The Forever Ship (Fire Sermon #3)

Francesca Haig, The Forever Ship (Fire Sermon #3), Harper Voyager, 9 Feb 2018, 448pp., $19.99 (pbk), ISBN: 9780007563166

To complete a trilogy of fantasy novels, The Forever Ship, the challenge is to do justice to the turns and twists the story has already taken, and to bring the reader to a satisfyingly unpredictable place of closure and release. Francesca Haig’s final, hefty volume to her Fire Sermon trilogy brings her story home with excitement, jolts and a deeply thoughtful treatment of human love.

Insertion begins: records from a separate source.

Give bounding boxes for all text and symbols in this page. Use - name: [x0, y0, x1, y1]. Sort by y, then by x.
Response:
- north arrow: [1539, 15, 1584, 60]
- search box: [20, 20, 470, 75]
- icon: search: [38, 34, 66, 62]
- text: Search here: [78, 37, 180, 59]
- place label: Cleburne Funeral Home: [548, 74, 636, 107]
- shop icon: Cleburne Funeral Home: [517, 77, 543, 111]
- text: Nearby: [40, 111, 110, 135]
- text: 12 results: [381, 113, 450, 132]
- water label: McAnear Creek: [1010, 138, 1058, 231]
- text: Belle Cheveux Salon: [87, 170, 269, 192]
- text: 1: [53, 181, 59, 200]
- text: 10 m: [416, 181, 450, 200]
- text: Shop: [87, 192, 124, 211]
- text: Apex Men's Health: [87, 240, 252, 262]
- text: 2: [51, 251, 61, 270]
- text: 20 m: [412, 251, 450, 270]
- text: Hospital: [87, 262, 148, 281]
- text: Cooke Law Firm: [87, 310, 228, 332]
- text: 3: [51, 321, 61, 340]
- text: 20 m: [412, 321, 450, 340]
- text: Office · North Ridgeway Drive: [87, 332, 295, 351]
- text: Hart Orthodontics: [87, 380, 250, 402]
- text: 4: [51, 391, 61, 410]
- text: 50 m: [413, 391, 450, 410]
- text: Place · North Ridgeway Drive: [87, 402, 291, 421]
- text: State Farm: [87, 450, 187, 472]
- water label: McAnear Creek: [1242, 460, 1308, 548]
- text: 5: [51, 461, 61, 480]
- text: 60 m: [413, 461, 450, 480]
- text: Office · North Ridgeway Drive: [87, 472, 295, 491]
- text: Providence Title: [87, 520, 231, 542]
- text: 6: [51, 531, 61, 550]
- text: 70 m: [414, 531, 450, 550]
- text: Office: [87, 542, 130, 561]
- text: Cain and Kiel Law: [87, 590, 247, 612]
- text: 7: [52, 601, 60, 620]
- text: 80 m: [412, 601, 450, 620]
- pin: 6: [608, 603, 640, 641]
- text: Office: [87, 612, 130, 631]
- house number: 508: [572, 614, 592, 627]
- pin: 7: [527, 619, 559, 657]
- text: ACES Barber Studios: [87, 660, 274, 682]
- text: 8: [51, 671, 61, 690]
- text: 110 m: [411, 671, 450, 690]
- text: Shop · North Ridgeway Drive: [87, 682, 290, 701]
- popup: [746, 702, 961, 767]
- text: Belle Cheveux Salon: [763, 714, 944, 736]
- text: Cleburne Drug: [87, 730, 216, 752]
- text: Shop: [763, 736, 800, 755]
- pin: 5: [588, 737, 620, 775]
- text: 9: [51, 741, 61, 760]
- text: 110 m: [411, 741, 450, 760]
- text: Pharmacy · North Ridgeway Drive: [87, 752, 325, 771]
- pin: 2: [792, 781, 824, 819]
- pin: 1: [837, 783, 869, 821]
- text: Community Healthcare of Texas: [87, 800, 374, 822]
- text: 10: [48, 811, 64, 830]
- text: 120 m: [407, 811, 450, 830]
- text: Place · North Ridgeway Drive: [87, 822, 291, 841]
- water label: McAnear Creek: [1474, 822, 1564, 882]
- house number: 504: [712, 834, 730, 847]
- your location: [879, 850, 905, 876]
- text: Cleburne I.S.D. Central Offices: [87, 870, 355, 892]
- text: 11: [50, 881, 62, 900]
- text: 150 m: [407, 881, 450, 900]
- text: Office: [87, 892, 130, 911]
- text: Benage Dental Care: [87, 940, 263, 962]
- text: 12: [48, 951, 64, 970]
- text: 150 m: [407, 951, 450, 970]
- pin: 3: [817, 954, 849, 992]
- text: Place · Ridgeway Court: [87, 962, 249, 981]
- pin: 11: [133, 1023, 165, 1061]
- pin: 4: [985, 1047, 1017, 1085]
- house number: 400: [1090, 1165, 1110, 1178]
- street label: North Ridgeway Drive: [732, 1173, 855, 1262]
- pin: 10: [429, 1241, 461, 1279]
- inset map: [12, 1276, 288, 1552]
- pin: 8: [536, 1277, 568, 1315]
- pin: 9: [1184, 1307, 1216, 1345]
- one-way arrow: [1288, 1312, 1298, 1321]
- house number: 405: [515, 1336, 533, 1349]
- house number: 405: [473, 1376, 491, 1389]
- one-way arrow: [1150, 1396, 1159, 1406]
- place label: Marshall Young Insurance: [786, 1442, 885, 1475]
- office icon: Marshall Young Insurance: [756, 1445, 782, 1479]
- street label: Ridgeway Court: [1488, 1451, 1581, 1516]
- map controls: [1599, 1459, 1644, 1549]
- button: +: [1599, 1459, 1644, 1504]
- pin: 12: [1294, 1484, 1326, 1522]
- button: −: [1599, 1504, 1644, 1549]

In this third book, Cass, Piper and Zoe have made contact with Elsewhere, and they have met an envoy from there, a woman who does not have a twin, a woman whose death will not mean the death of her twin: Paloma. Aurealis Award winner, Francesca Haig, challenges and charms her readers while keeping the narrative as thrilling as ever.

If there is a theme underlying this series of imaginative post-apocalyptic novels, then it might be that for every perspective we have upon the world, there is another and opposite one. Every ‘elsewhere’ is its own home, but with its own ‘elsewhere’. To realise this is to change yourself utterly, for it requires an acceptance of complexity, a leap of imagination, and the possibility of love that involves an ultimate sacrifice of one’s own self-centredness.

Paloma insists that she does not come from Elsewhere, she comes from the Scattered Islands. For her, the occurrence of twins whose fates are entwined is the stuff of legends, of things that happen ‘elsewhere’. Cass, Piper and Zoe want to protect this envoy from the Council that has vowed to destroy Elsewhere, while the envoy is seeking her own answers. Cass continues to be drained by visions of a final blast. The crumbling of the world seems inevitable. When she realises that love is burgeoning between Paloma and Zoe, the books takes a turn towards showing the real damage that a cruel world can inflict on people whose hearts are fundamentally peaceful. Cass must, if she can, sense the location of the blast machine. The arrival of Zach as an unwilling ally in her life will turn the story on its head yet again. What will Cass be capable of doing to protect herself?

Their journey, and the tale, will take many wrong turns, there will be betrayals, loss, impossible negotiations, and there will be further revelations as these intrepid characters seek to save their world and save the world of Elsewhere. The ending, when we come to it, will carry the kind of surprise, and the kind of deepening that keeps you thinking about the book and about the nature of love, and what it means to be dependent upon others, long after you’ve finished reading. This trilogy is a gem. It is an experience that will last in readers’ minds.  Recommended for ages 15 to 25 or 50.